According to official data, the share of overseas remittances as a proportion of the country’s overall gross domestic product (GDP) increased from 2 percent in 1970 to 10 percent in 2024. Moreover, these funds have contributed significantly to poverty alleviation in Pakistan. According to some estimates, Pakistani workers’ remittances have so far lifted 5 to 7 million Pakistanis out of poverty, improving the living standards of recipient households.
These funds are strengthening the country’s foreign exchange reserves at a time when direct investment from bilateral and multilateral lenders has declined. For instance, there are enough dollars in the Pakistani interbank and open market for the country’s state bank to purchase to stabilize the country’s foreign exchange reserves. In 2024, the SBP purchased over $9 billion from the local market. In the first four months of the current fiscal year, the central bank has purchased about $3.8 billion from commercial banks to repay international debt and boost reserves. There is nothing unusual about a country’s central bank buying dollars from the local market, but the scale on which Pakistan’s central bank has been making these procurements is remarkable.
These dollars are available in abundance due to the ongoing crackdown in Pakistan on the unofficial buying or selling of dollars. Pakistan’s central bank has been trying to ensure that workers’ remittances come through formal banking channels and are accounted for.

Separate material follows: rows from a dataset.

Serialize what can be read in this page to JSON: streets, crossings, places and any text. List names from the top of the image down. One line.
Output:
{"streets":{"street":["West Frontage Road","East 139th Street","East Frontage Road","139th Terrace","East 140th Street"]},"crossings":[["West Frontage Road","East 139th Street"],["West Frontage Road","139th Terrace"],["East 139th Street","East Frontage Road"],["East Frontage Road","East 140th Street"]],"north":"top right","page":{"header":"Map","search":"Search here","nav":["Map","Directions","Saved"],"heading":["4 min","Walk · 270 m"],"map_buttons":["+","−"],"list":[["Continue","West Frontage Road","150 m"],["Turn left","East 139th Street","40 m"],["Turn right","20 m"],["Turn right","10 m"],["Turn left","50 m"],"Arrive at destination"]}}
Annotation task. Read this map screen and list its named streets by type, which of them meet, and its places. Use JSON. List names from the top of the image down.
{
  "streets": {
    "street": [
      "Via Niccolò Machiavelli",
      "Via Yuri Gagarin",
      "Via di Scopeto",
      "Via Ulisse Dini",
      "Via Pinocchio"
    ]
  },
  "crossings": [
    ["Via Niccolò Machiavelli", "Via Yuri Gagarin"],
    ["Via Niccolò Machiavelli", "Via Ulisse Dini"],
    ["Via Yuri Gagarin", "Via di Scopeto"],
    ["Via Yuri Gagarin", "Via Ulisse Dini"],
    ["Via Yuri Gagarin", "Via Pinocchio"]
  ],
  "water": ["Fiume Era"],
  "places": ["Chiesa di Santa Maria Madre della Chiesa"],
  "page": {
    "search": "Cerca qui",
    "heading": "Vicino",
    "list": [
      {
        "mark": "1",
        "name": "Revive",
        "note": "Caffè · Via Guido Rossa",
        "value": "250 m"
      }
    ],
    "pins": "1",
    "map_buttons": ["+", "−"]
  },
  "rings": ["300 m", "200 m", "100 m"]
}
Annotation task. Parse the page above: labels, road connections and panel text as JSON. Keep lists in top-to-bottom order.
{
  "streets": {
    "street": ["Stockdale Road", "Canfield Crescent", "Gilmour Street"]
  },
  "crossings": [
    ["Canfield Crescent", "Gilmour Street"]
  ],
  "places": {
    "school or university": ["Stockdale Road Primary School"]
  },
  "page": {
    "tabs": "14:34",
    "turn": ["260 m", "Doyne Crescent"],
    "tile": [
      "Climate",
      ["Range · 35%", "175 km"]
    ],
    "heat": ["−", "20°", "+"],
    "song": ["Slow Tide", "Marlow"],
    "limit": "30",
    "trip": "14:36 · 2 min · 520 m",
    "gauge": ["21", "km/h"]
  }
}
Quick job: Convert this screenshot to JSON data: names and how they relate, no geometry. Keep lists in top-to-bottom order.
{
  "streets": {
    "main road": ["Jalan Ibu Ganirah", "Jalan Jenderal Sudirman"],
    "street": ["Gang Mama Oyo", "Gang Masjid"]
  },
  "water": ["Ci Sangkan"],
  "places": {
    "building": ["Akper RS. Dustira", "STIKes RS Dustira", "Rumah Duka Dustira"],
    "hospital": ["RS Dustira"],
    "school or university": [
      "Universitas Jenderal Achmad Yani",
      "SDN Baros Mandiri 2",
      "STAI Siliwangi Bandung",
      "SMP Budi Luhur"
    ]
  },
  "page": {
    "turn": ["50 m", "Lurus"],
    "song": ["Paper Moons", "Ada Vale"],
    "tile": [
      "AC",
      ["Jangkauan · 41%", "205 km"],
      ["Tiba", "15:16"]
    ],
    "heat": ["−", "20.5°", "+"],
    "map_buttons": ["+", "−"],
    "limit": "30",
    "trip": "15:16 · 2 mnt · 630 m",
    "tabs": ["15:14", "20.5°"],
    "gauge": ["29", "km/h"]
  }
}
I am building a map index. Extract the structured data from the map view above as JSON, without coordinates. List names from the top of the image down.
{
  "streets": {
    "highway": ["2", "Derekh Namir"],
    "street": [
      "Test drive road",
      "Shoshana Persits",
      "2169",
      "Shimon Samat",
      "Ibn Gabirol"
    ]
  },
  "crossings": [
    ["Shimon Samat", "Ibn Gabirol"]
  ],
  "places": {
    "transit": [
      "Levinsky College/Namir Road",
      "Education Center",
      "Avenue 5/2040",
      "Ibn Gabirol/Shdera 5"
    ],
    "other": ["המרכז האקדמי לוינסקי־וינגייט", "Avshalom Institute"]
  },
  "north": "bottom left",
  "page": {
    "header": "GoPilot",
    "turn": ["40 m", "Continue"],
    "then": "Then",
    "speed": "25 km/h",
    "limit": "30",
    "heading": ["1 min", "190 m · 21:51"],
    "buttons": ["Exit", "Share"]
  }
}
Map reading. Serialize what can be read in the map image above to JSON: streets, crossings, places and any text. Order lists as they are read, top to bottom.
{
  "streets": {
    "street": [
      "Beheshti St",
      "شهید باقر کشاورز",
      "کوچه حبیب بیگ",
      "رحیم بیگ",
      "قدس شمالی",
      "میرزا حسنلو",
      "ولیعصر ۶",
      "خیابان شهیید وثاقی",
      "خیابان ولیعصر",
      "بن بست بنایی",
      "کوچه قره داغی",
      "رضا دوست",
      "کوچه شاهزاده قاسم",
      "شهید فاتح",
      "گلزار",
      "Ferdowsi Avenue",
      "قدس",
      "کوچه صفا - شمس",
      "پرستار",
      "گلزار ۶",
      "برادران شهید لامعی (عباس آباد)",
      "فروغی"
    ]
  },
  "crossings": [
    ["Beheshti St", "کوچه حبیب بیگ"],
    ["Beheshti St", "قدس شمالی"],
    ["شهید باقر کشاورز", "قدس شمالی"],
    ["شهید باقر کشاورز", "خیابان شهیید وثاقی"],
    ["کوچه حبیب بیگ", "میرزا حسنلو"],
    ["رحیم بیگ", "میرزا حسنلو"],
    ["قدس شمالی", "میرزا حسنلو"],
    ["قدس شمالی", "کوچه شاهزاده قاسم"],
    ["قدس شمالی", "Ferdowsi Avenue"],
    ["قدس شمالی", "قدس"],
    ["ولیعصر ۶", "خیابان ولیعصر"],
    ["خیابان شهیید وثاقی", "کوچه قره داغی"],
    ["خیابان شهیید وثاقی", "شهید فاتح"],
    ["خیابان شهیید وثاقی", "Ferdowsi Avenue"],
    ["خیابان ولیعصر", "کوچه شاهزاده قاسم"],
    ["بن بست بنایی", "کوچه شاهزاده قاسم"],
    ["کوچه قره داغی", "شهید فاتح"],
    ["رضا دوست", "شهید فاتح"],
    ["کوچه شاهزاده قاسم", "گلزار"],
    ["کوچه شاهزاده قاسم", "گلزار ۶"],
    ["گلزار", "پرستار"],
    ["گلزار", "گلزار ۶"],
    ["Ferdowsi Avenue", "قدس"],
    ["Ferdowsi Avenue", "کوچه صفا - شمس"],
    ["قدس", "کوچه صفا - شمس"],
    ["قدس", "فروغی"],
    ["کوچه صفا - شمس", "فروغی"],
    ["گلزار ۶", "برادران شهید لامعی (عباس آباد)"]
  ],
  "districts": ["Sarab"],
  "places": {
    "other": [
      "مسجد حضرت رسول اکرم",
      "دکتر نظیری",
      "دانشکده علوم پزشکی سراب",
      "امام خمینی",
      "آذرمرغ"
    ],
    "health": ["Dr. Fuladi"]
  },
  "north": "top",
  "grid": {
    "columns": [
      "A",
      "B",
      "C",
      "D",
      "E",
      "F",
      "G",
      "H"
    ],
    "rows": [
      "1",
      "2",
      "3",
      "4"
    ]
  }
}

It appears the Pakistani government recognizes the need to strengthen engagement, build deeper trust, and bridge existing gaps with its over 10 million overseas citizens to encourage more direct investment in their homeland.
An Overseas Pakistanis Convention organized by the government in Islamabad in April attracted over 1,200 delegates from around the world. The participants, invited by Pakistan’s missions abroad, were welcomed as “state guests” by the government. The country rolled out the red carpet, showered them with praise, and promised them incentives for their contributions to the country’s development.
Addressing the overseas convention, Prime Minister Shehbaz Sharif announced a comprehensive welfare package for overseas Pakistanis that included education and employment job quotas, civil awards, skill development opportunities, and the formation of special courts in all provinces for the swift resolution of legal cases filed by expatriates.
To get them to invest more in their home country, the premier went as far as saying that he would personally oversee the investments of overseas Pakistanis in Pakistan. “I will be your CEO. My Cabinet and our business community will ensure that your investments are protected and facilitated,” Sharif asserted.
Separately, Pakistan’s army chief, General Asim Munir, delivered an emotionally charged speech, telling expats that they belonged to a great country. “You should always hold your head high because you do not belong to any ordinary country; rather, you are the representatives of a great and powerful country,” Munir said.
Moreover, the army chief tried to address overseas concerns regarding Pakistan’s security and development, saying that a handful of terrorists cannot decide the fate of Pakistan. “We will beat the hell out of these terrorists very soon,” he assured the Pakistani diaspora.
Munir also criticized those who call Pakistan’s migrants an example of brain drain, saying that if the diaspora reflected Pakistan’s brain drain, then the government would like it to continue indefinitely. “Those who talk about brain drain should understand that this is not a brain drain, but rather a brain gain,” he said.
A record 3.2 million Pakistanis have left the country over the past five years to find job opportunities abroad, according to data from the Ministry of Overseas Pakistanis. Critics say that these people include professionals and skilled workers who migrated due to the unavailability of good work opportunities in Pakistan.
Another reason for the passionate speeches by the prime minister and the army chief has to do with the growing perception that overseas Pakistanis do not support the current civil-military regime, as they see it as the reason behind the fall of former Prime Minister Imran Khan.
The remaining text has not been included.